What is expected: Search the data for the word "Keep". Reproduce every line where it is found.

** Opening Material shown block **

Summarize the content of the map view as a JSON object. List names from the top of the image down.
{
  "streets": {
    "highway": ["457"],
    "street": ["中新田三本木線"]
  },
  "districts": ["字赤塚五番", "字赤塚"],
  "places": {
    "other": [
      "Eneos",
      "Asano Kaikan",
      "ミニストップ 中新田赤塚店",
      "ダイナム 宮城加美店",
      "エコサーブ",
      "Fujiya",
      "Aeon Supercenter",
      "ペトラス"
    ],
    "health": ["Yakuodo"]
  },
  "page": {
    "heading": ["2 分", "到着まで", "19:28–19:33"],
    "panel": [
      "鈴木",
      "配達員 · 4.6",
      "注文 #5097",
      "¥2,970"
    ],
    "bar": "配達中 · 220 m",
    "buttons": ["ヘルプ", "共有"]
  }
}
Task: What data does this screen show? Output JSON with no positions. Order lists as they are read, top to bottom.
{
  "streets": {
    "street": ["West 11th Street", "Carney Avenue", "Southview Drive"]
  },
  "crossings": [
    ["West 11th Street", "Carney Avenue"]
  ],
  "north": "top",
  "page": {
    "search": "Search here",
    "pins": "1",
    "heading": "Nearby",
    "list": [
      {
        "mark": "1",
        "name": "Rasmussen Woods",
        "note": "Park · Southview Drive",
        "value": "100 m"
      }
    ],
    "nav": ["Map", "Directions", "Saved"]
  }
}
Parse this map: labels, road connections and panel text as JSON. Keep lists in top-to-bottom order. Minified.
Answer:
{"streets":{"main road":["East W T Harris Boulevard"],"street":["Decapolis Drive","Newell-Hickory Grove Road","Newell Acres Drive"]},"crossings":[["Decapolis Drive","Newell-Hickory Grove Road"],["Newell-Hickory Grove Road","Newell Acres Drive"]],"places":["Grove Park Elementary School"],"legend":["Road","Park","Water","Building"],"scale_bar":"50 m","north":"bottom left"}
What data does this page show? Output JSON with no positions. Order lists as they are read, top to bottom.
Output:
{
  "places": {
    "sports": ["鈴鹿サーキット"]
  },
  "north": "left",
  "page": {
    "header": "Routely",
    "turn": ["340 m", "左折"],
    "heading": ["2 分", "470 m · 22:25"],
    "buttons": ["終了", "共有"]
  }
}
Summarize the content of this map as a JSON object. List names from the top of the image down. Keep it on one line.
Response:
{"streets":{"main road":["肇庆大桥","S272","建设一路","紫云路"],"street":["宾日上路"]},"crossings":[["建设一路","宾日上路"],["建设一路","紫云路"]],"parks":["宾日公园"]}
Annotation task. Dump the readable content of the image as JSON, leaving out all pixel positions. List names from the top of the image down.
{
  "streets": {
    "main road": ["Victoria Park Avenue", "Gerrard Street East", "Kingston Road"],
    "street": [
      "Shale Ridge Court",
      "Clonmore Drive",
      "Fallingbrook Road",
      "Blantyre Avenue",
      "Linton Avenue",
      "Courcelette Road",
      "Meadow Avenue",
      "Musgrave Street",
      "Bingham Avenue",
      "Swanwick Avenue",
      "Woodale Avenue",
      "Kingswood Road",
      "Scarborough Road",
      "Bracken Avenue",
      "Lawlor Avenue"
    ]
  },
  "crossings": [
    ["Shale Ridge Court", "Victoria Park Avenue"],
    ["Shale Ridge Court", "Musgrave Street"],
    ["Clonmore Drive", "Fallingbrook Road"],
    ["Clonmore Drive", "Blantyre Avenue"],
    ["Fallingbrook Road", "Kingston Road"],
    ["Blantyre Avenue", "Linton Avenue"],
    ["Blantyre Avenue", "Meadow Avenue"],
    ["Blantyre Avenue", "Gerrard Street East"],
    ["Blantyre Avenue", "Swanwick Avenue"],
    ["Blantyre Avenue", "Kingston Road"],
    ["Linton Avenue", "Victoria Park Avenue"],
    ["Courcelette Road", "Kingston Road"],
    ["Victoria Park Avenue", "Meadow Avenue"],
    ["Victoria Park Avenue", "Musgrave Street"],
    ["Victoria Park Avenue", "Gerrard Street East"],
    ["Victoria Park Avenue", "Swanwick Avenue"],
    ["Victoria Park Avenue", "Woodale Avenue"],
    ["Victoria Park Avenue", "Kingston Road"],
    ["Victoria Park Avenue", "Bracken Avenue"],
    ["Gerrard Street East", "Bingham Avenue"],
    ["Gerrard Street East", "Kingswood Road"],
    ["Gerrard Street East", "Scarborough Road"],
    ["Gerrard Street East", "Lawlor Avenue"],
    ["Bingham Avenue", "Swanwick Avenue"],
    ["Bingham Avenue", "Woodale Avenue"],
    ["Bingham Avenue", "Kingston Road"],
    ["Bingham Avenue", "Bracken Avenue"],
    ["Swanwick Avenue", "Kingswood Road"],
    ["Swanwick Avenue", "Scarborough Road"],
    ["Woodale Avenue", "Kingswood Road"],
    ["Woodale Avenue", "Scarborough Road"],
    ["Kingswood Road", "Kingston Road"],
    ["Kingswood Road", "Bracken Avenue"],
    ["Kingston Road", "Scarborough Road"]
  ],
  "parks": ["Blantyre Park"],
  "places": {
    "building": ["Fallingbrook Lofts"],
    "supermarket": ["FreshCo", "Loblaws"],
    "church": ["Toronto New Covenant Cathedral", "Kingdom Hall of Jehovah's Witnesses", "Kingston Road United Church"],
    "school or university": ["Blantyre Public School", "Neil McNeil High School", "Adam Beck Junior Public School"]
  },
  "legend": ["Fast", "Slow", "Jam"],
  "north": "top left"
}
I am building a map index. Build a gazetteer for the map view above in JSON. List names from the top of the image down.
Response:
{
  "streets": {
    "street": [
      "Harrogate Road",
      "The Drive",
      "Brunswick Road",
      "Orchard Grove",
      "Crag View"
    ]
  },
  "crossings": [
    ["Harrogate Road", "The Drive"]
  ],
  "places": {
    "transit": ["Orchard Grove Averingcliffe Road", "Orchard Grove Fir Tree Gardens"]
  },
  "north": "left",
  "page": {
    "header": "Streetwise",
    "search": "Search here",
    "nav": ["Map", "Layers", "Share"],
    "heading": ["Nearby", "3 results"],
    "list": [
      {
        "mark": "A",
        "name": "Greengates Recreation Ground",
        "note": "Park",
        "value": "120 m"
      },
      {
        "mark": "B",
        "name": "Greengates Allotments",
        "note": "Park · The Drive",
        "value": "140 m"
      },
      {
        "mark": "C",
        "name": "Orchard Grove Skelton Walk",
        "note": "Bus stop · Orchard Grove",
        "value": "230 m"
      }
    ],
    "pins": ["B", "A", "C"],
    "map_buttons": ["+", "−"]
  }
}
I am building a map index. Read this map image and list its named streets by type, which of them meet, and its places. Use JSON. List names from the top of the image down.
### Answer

** Closing Material shown block **

Response box:
Parse this map: labels, road connections and panel text as JSON. Keep lists in top-to-bottom order. Minified.
Summarize the content of this map as a JSON object. List names from the top of the image down. Keep it on one line.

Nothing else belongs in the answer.